Einst war sie so schön gewesen. Ohne das Geschwür an ihrem Bauch und dem Messer darin. Er durchbohrte den Ort, von dem er stammte, mit so viel Hass in seinem Herzen, als wäre es vor Wut verbrannt und zu Asche geworden. Ein schwarzes Herz. Kein Zorn mehr, den ein Hemnan für sich selbst empfinden konnte.
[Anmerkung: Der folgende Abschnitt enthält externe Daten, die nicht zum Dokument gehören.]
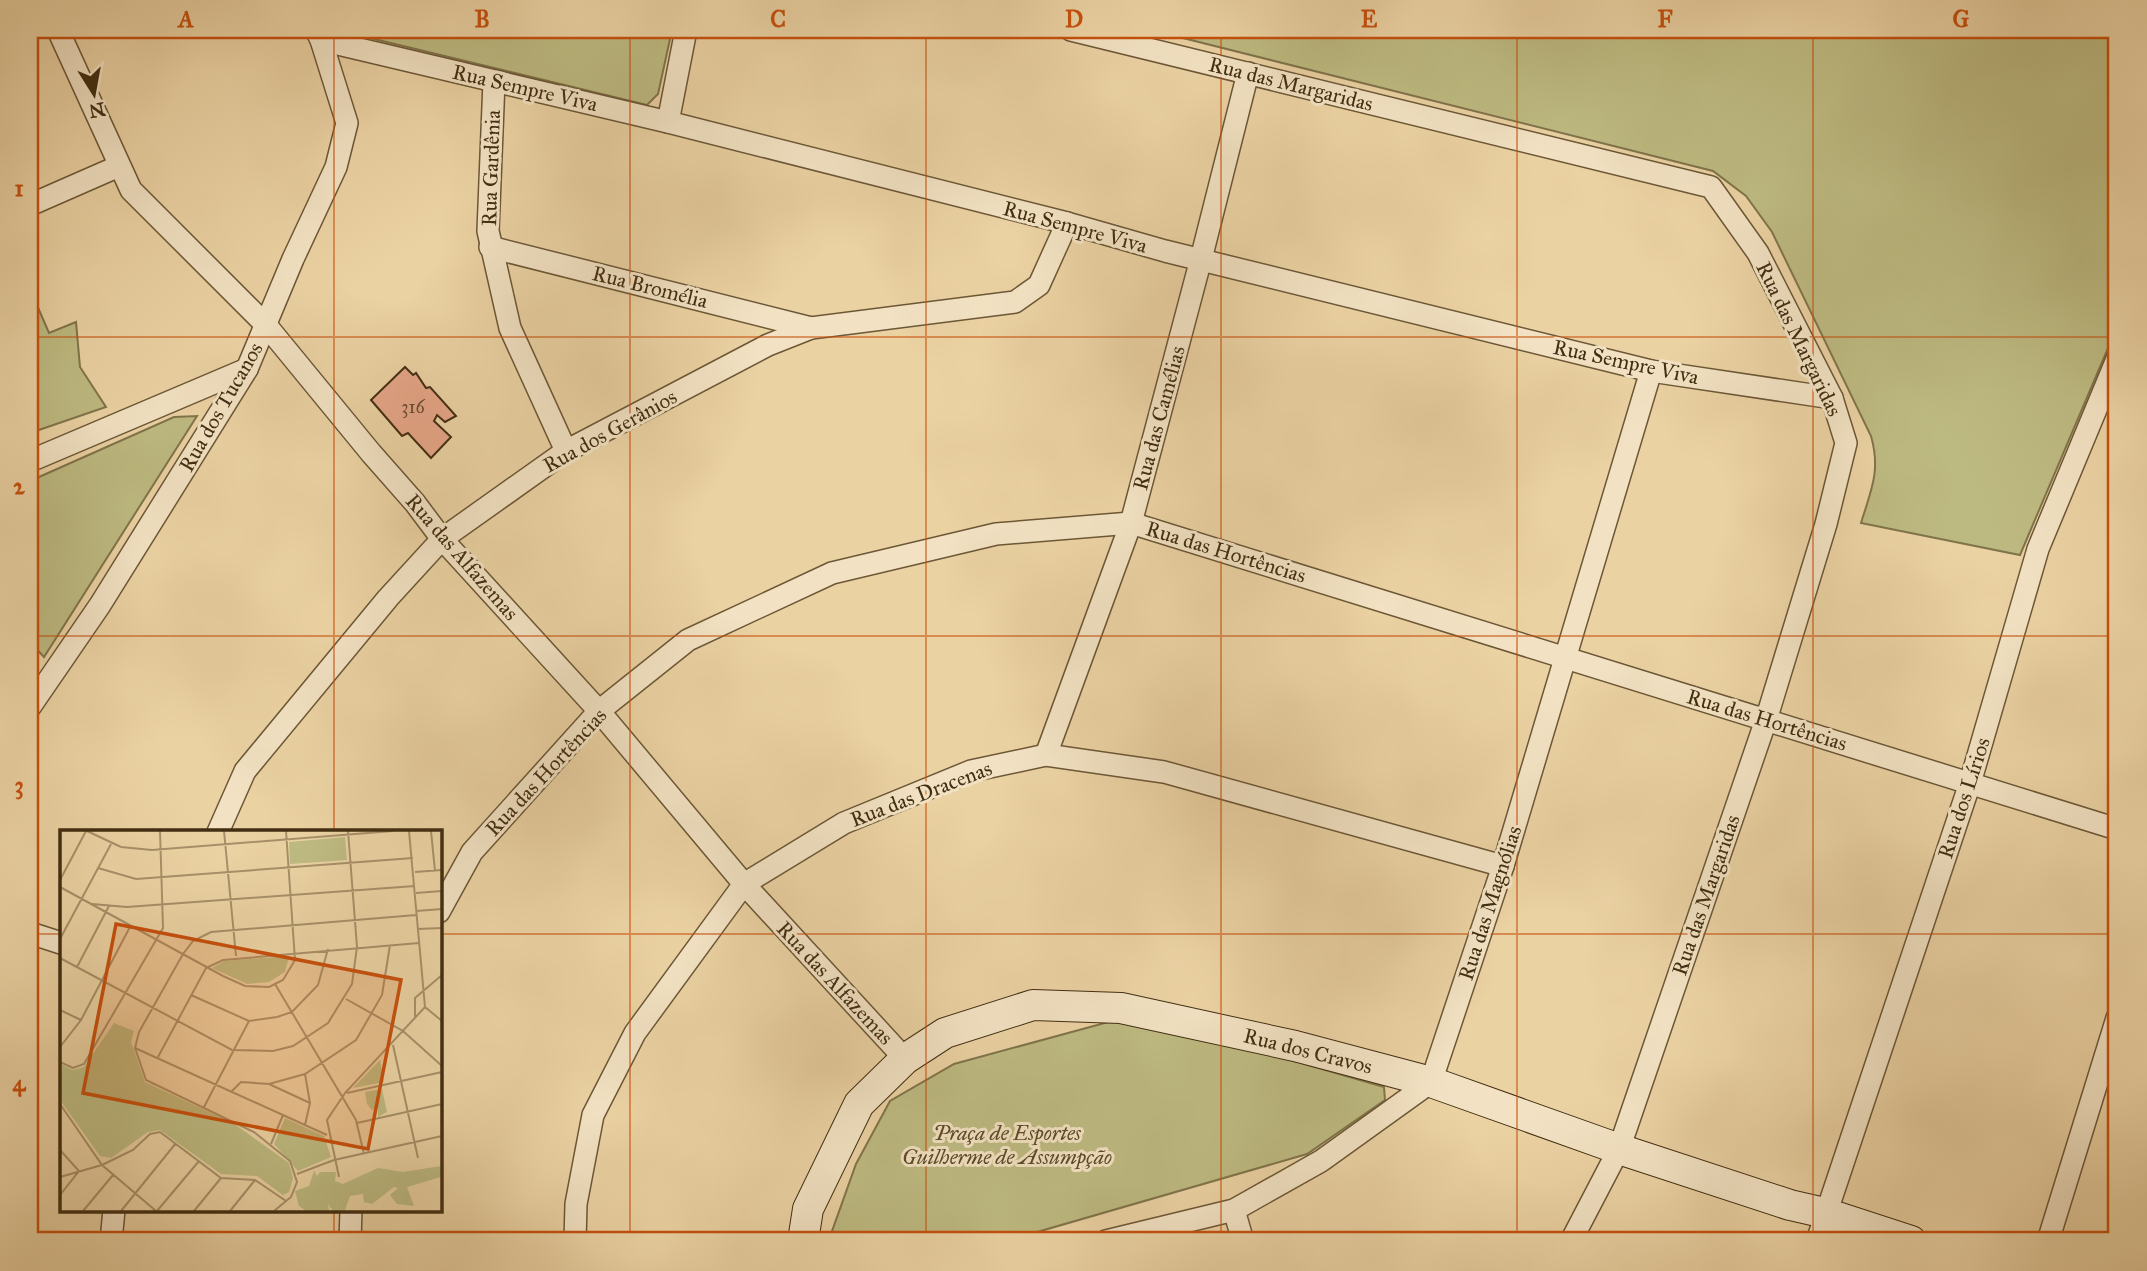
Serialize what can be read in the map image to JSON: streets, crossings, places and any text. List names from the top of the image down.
{
  "streets": {
    "street": [
      "Rua das Margaridas",
      "Rua Sempre Viva",
      "Rua Gardênia",
      "Rua Bromélia",
      "Rua dos Tucanos",
      "Rua das Camélias",
      "Rua dos Gerânios",
      "Rua das Hortências",
      "Rua das Alfazemas",
      "Rua das Dracenas",
      "Rua dos Lírios",
      "Rua das Magnólias",
      "Rua dos Cravos"
    ]
  },
  "crossings": [
    ["Rua das Margaridas", "Rua Sempre Viva"],
    ["Rua das Margaridas", "Rua das Camélias"],
    ["Rua das Margaridas", "Rua das Hortências"],
    ["Rua das Margaridas", "Rua dos Cravos"],
    ["Rua Sempre Viva", "Rua Gardênia"],
    ["Rua Sempre Viva", "Rua dos Tucanos"],
    ["Rua Sempre Viva", "Rua das Camélias"],
    ["Rua Sempre Viva", "Rua dos Gerânios"],
    ["Rua Sempre Viva", "Rua das Magnólias"],
    ["Rua Gardênia", "Rua Bromélia"],
    ["Rua Gardênia", "Rua dos Gerânios"],
    ["Rua Bromélia", "Rua dos Gerânios"],
    ["Rua dos Tucanos", "Rua das Alfazemas"],
    ["Rua das Camélias", "Rua das Hortências"],
    ["Rua das Camélias", "Rua das Dracenas"],
    ["Rua dos Gerânios", "Rua das Alfazemas"],
    ["Rua das Hortências", "Rua das Alfazemas"],
    ["Rua das Hortências", "Rua dos Lírios"],
    ["Rua das Hortências", "Rua das Magnólias"],
    ["Rua das Alfazemas", "Rua das Dracenas"],
    ["Rua das Alfazemas", "Rua dos Cravos"],
    ["Rua das Dracenas", "Rua das Magnólias"],
    ["Rua dos Lírios", "Rua dos Cravos"],
    ["Rua das Magnólias", "Rua dos Cravos"]
  ],
  "parks": ["Praça de Esportes Guilherme de Assumpção"],
  "house_numbers": ["316"],
  "north": "bottom",
  "grid": {
    "columns": [
      "A",
      "B",
      "C",
      "D",
      "E",
      "F",
      "G"
    ],
    "rows": [
      "1",
      "2",
      "3",
      "4"
    ]
  }
}
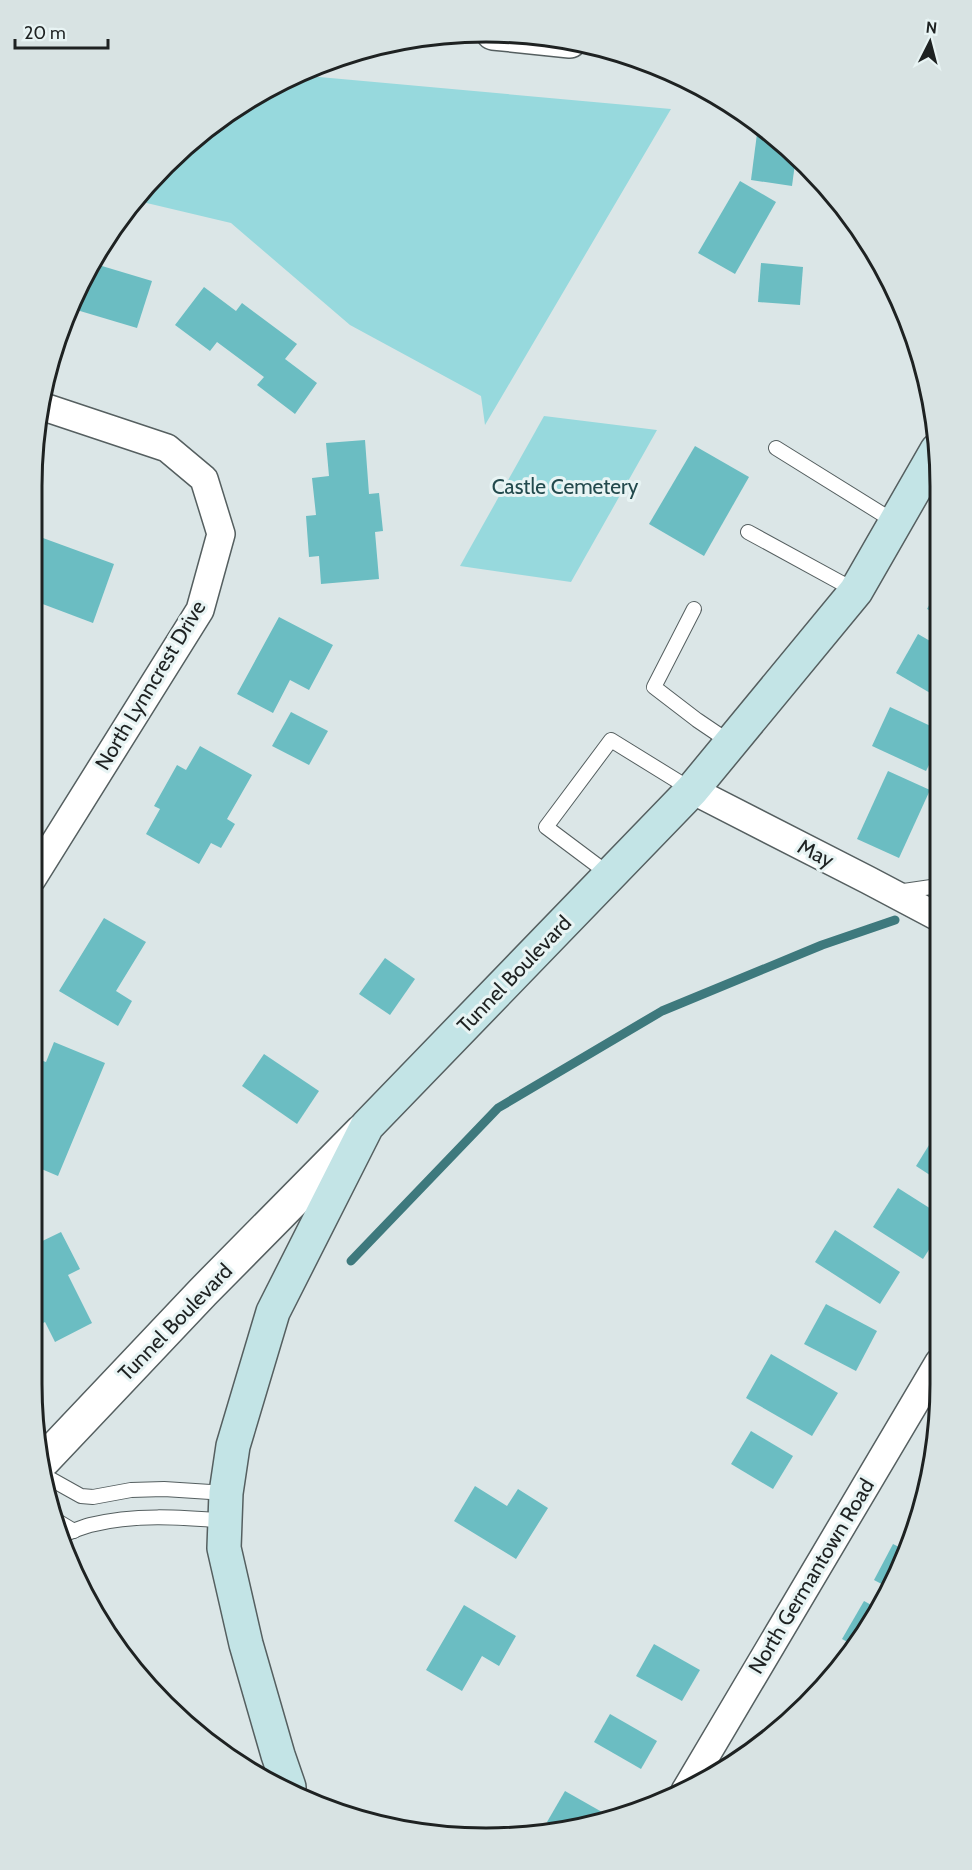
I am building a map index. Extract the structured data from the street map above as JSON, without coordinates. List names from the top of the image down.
{
  "streets": {
    "main road": ["Tunnel Boulevard"],
    "street": ["North Lynncrest Drive", "May", "North Germantown Road"]
  },
  "crossings": [
    ["May", "Tunnel Boulevard"]
  ],
  "parks": ["Castle Cemetery"],
  "scale_bar": "20 m",
  "north": "top"
}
Jener sprengte die Ketten seines Geistes, welche ihn vor dem Wahnsinn bewahrt hatten.


Erlösung sollte es sein. Keine Folter. Doch die Kräuter in ihrem Essen hatten nicht gewirkt, musste sie sich doch so oft übergeben. 
Der Sabber rann über ihre Mundwinkel und er wurde hungrig. Brot, faules Gemüse, Ratten, Käfer, Kadaver, Finger. Die Lebenden fraßen, was sie haben konnten. Bald schon, würden sie nicht mehr die Toten verspeisen. 
Wie konnte er sie beide durchfüttern? Wann würden SIE die kranke Frau holen kommen? Er wollte sie sie nicht haben lassen. Nicht wie damals die anderen.


Begraben konnte er sie nicht. Da zündete er das Haus an. Verbrannte alles. Seine Seele mit dazu und auch deren Körper. Doch der wehrte sich, schleppte sich aus dem Flammenmeer und blieb am Straßenland liegen, wie Strandgut. Bereit, aufgesammelt zu werden.
Als die dürren Gestalten, mit Mistgabeln, Sicheln und Steinen auf ihn zukamen, ritt eine Truppe Reiter vorbei. Sie schwangen ihre Klingen und die Hungernden waren nicht länger hungrig. Stahl war ihre Henkersmahlzeit. 
Als sie sahen, dass er lebte, machten sie kehrt. Der Mann mit dem vom Feuer entstellten Gesicht kniete sich hin und schloss die Augen. Zu viel hatte er mit angesehen. Sollten die Raben sie ihm aus dem Gesicht picken.


Plötzlich stieg ein Mann von seinem Pferd und schritt auf ihn zu. Schwieg ihn an, bis er die Augen öffnete. Groß war er und furchteinflößend, für einen Hemnan. Das war der Verbrannte für seinen Teil nicht mehr. Kein Wort entwich der Kehle, kein Gedanke kreiste in seinem Geist. Eine Hand wurde ihm hingestreckt, die er ergriff und damit eine Chance, nicht mehr hungrig zu sein, keinen Durst mehr zu verspüren, nichts mehr zu fühlen und nur zu leben, des Überlebens Willen. 
Rote Pupillen blickten tief in seine Seele und ließen ihn hochschrecken, in die Nacht, in der nur der Frostmond die Welt mit Licht übergoss.


Theovin blickte auf seine Hände. Auf der bleichen Haut zeichnete sich eine Narbe an einem linken Finger ab. Die Adern waren durch das Fleisch zu erkennen. Sie stachen hervor, wie fette Würmer, welche unter seiner Haut nisteten. Schwarz waren sie, wie der sternenklare Himmel. 
Er hatte einen abscheulichen Albtraum gehabt. Möglichst geräuschlos schmiegte er sich in die Decke. Kalter Angstschweiß floss über seinen Körper. Theovin sah auf zum Mond. Er hatte Angst die Augen zu schließen, fürchtete er doch die Schrecken, welche er dann sehen könnte. So blickte er eine ganze Zeit auf, bis seine Lieder zu schwer wurden und der Geist des Gebrochenen schlussendlich nachgab.